3. Una tercera y última consideración puede contribuir al esclarecimiento de este problema, relativizándolo. ¿qué quiere decir «el fin de los tiempos»? Esta expresión se refiere, de hecho, a nuestro tiempo sublunar, al de nuestro cosmos actual. Ahora bien: el tiempo del mundo «futuro», mejor diríamos, «nuevo» o «superior», es ciertamente de distinta naturaleza. Ese mundo, cuyo centro es Cristo resucitado, vive todavía en un determinado tiempo, lo mismo que se sitúa en un lugar determinado. Un mundo recreado que, sin embargo, no pierde su condición de mundo creado, con una base corpórea. Existe una duración que no es la eternidad puntual y atemporal de Dios. Pero esta duración nueva escapa por completo a nuestros sentidos. ¿qué otra cosa podemos hacer nosotros, cuando nos ponemos a hablar de ella, sino balbucear? Le aplicamos por analogía los datos de nuestra experiencia, y ello es legítimo, hasta necesario, para podernos expresar. Dios mismo lo ha hecho así en las Escrituras. Pero no debemos dejamos engañar por esta transposición de lenguaje, ni medir la «vida eterna», los «siglos futuros», el «fin de los tiempos» con la medida de nuestro tiempo terrestre. Esta prevención resulta, ciertamente, negativa, pues nada claro nos dice sobre la naturaleza del tiempo superior; pero es beneficiosa, pues nos invita a relativizar las expresiones de un lenguaje necesariamente torpe.

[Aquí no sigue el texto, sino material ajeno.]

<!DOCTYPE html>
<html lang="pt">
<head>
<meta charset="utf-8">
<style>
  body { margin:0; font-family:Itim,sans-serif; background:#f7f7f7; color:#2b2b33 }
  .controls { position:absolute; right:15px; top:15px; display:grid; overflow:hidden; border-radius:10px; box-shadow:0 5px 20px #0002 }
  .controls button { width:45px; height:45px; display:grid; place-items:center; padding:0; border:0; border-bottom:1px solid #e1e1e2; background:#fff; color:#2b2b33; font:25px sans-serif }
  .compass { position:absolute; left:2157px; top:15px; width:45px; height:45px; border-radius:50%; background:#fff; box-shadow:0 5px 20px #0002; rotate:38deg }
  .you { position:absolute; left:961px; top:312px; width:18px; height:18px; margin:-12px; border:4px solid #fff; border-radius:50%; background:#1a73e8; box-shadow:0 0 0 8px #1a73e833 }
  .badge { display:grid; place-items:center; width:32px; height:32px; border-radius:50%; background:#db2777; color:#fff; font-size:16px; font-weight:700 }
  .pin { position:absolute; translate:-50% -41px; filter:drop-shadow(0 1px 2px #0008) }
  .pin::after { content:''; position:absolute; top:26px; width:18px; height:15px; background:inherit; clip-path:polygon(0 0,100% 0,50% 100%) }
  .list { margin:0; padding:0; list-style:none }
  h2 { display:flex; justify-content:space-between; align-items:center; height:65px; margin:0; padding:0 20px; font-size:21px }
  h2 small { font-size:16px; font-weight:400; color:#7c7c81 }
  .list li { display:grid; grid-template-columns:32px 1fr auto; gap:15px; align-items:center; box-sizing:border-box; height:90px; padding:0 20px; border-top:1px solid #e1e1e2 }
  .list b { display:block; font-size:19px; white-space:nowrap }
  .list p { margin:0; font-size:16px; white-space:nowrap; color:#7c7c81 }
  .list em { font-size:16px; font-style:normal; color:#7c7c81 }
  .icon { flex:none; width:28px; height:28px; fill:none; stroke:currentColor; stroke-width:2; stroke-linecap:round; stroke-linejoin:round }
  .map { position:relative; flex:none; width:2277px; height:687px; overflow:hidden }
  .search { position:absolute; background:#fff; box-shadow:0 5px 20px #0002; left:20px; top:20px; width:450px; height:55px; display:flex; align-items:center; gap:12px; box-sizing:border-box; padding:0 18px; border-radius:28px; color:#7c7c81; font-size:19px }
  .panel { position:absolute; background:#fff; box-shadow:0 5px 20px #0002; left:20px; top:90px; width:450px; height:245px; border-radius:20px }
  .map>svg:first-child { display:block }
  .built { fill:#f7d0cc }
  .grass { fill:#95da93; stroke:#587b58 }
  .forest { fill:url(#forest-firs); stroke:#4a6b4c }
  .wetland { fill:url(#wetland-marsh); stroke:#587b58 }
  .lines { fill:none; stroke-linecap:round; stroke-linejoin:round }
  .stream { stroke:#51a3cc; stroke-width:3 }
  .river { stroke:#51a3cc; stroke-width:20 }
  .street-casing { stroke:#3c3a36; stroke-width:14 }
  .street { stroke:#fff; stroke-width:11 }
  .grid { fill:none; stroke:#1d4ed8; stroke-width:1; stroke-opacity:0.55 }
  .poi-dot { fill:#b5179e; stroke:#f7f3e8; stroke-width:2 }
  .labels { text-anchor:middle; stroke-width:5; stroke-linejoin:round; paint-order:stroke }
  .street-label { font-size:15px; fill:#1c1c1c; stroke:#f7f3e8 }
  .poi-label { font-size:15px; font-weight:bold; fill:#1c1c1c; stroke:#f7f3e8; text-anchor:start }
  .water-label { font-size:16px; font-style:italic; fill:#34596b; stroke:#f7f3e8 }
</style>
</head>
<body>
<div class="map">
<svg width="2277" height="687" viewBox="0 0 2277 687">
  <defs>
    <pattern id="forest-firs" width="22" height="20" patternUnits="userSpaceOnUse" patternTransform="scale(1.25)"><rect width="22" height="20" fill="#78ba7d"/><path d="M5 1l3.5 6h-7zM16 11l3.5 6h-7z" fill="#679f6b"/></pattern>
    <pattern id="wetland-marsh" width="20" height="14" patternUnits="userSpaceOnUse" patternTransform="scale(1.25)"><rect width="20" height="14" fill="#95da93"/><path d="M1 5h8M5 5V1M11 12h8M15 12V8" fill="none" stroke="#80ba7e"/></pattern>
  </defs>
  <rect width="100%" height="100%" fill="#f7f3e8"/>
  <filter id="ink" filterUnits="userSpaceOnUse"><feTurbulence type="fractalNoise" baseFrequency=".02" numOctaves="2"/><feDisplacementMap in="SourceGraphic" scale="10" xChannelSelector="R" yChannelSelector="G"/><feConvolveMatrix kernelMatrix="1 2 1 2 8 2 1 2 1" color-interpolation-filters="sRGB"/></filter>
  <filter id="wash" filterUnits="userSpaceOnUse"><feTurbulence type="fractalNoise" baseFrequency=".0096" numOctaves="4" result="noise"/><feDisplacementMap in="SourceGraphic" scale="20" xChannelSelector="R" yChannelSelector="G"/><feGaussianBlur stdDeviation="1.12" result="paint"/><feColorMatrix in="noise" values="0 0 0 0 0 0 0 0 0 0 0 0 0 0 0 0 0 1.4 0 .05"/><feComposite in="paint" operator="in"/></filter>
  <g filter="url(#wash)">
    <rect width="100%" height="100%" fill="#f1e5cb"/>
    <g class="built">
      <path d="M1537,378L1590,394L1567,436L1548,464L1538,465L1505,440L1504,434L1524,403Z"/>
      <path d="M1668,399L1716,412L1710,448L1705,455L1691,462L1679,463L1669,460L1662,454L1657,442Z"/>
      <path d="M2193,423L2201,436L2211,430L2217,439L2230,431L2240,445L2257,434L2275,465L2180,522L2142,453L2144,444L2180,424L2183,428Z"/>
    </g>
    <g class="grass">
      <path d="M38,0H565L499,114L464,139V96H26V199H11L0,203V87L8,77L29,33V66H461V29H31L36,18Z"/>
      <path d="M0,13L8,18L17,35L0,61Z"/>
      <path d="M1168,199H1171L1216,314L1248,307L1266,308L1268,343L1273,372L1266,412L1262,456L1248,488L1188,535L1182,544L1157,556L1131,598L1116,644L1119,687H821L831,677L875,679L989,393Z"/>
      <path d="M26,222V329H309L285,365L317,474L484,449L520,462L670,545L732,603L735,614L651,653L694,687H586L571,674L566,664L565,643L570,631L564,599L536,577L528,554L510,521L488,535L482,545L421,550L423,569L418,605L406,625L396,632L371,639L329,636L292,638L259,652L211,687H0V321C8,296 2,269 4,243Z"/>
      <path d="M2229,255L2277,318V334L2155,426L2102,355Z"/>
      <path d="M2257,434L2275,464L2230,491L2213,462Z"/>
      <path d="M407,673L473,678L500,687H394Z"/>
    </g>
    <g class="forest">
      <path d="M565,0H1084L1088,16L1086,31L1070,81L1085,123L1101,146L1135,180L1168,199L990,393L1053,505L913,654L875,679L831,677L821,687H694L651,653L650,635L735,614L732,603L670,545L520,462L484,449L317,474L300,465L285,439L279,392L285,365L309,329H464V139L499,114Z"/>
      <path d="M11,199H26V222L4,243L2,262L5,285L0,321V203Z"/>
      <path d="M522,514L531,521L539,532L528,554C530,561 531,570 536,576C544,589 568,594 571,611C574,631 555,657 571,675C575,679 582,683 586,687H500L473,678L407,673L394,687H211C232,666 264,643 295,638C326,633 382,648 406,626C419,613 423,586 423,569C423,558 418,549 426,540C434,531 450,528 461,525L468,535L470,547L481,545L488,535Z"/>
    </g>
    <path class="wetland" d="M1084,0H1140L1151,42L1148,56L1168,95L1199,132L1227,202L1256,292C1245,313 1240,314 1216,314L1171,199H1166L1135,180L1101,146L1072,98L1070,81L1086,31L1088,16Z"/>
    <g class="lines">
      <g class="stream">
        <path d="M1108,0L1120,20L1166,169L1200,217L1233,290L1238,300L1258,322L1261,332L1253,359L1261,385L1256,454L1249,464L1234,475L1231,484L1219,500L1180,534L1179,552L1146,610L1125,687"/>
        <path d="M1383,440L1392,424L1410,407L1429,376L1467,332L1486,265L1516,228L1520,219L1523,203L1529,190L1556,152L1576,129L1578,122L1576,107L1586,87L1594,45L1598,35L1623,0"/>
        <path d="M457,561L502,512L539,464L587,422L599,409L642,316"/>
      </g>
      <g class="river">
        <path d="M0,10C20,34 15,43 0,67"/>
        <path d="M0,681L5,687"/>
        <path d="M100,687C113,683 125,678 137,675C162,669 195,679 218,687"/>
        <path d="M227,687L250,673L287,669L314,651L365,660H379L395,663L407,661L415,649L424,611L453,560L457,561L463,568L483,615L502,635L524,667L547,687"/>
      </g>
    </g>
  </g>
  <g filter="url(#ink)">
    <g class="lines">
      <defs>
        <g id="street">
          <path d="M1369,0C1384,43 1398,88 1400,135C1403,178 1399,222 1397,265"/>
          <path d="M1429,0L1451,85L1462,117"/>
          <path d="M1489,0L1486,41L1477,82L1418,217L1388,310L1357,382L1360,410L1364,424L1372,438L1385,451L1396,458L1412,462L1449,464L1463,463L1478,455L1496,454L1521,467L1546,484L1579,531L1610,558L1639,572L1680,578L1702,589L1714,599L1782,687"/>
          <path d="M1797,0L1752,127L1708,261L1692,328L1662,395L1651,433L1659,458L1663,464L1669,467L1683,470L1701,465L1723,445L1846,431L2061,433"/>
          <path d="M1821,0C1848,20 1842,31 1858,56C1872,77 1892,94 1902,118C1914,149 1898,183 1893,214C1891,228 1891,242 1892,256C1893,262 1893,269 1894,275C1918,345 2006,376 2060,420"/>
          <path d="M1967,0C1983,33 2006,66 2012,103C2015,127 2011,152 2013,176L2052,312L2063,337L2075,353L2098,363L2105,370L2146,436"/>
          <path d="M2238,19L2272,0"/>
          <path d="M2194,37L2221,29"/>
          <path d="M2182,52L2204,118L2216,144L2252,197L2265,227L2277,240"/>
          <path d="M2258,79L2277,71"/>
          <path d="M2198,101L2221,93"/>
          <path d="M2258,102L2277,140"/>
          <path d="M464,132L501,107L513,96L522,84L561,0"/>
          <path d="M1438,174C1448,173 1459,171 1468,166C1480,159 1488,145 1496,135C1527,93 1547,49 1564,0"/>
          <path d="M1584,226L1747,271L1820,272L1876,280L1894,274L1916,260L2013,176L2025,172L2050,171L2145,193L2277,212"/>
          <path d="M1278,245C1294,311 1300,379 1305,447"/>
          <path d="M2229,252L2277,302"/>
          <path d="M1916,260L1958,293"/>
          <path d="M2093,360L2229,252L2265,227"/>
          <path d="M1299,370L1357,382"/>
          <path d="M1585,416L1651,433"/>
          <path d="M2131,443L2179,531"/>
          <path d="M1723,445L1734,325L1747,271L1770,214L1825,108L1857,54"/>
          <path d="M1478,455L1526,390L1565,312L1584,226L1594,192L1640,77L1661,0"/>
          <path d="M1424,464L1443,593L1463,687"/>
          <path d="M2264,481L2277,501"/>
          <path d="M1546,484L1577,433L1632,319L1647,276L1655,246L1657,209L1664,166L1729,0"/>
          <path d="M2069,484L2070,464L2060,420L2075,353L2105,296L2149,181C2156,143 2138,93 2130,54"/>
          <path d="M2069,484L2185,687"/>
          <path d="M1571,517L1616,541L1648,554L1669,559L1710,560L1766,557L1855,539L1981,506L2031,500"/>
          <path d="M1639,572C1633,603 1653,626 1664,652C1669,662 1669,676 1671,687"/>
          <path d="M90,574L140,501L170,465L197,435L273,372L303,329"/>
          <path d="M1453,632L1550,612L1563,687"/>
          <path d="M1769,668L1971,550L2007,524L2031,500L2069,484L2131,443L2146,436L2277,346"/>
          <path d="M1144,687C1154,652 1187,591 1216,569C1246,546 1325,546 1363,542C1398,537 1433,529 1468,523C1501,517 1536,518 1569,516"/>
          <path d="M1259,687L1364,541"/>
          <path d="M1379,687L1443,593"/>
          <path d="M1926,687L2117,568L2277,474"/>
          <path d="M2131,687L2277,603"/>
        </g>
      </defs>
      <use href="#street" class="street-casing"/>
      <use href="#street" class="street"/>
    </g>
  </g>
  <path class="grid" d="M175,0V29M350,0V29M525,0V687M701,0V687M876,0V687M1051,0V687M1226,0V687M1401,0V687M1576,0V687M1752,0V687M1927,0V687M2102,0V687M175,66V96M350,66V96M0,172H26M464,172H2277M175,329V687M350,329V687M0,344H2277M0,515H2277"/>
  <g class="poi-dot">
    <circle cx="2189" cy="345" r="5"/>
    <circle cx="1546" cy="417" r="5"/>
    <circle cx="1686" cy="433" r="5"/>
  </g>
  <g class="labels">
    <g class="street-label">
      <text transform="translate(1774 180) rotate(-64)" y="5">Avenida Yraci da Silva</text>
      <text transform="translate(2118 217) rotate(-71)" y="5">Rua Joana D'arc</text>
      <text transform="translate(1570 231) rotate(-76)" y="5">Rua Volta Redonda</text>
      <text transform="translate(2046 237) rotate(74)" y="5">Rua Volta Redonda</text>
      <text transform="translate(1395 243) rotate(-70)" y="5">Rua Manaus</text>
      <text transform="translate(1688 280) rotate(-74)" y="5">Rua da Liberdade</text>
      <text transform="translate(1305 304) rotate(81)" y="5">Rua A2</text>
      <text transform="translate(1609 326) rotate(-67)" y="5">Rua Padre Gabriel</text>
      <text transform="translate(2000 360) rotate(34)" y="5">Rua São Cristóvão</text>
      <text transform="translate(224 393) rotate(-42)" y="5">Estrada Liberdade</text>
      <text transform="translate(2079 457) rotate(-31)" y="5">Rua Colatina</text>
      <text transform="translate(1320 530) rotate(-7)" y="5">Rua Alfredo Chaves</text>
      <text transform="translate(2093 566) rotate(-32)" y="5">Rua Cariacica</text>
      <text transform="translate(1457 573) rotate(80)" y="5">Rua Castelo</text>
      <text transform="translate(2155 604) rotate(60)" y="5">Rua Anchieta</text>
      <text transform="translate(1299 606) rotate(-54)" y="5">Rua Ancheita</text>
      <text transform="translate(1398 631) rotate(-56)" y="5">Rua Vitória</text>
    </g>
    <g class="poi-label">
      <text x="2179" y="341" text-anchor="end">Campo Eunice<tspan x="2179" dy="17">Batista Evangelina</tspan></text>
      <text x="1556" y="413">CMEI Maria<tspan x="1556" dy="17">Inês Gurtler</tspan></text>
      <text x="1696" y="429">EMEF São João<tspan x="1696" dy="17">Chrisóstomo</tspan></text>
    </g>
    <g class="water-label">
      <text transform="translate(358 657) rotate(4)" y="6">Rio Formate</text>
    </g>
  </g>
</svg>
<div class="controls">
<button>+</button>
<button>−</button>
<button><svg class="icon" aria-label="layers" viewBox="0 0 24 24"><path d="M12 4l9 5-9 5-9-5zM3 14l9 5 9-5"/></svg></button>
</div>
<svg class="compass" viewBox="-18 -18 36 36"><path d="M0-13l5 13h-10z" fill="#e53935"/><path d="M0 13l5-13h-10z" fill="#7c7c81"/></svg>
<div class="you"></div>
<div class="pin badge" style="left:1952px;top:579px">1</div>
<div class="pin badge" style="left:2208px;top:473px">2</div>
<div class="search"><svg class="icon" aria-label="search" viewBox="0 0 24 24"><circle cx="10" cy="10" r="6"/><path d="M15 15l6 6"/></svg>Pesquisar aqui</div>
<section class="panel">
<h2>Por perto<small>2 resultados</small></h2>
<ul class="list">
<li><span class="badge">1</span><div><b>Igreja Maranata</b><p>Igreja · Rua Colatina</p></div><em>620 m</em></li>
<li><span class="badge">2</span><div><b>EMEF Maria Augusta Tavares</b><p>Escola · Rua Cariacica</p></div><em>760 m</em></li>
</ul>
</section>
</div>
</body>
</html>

Para concluir. si es verdad que, de acuerdo con la creencia tradicional, hemos de aceptar que nuestros cuerpos resucitarán al final del mundo viejo en que aún estamos inmersos, al mismo tiempo hemos de confesar que ignoramos por completo a qué corresponde ese final de nuestro tiempo en el mundo nuevo y ya actual en que vive Cristo resucitado. Y como, por otra parte, sabemos que estamos unidos ya en el Espíritu al cuerpo de Cristo resucitado, podemos creer que inmediatamente después de morir encontraremos en esa unión destinada a no romperse jamás la fuente y el medio de nuestra bienaventuranza esencial.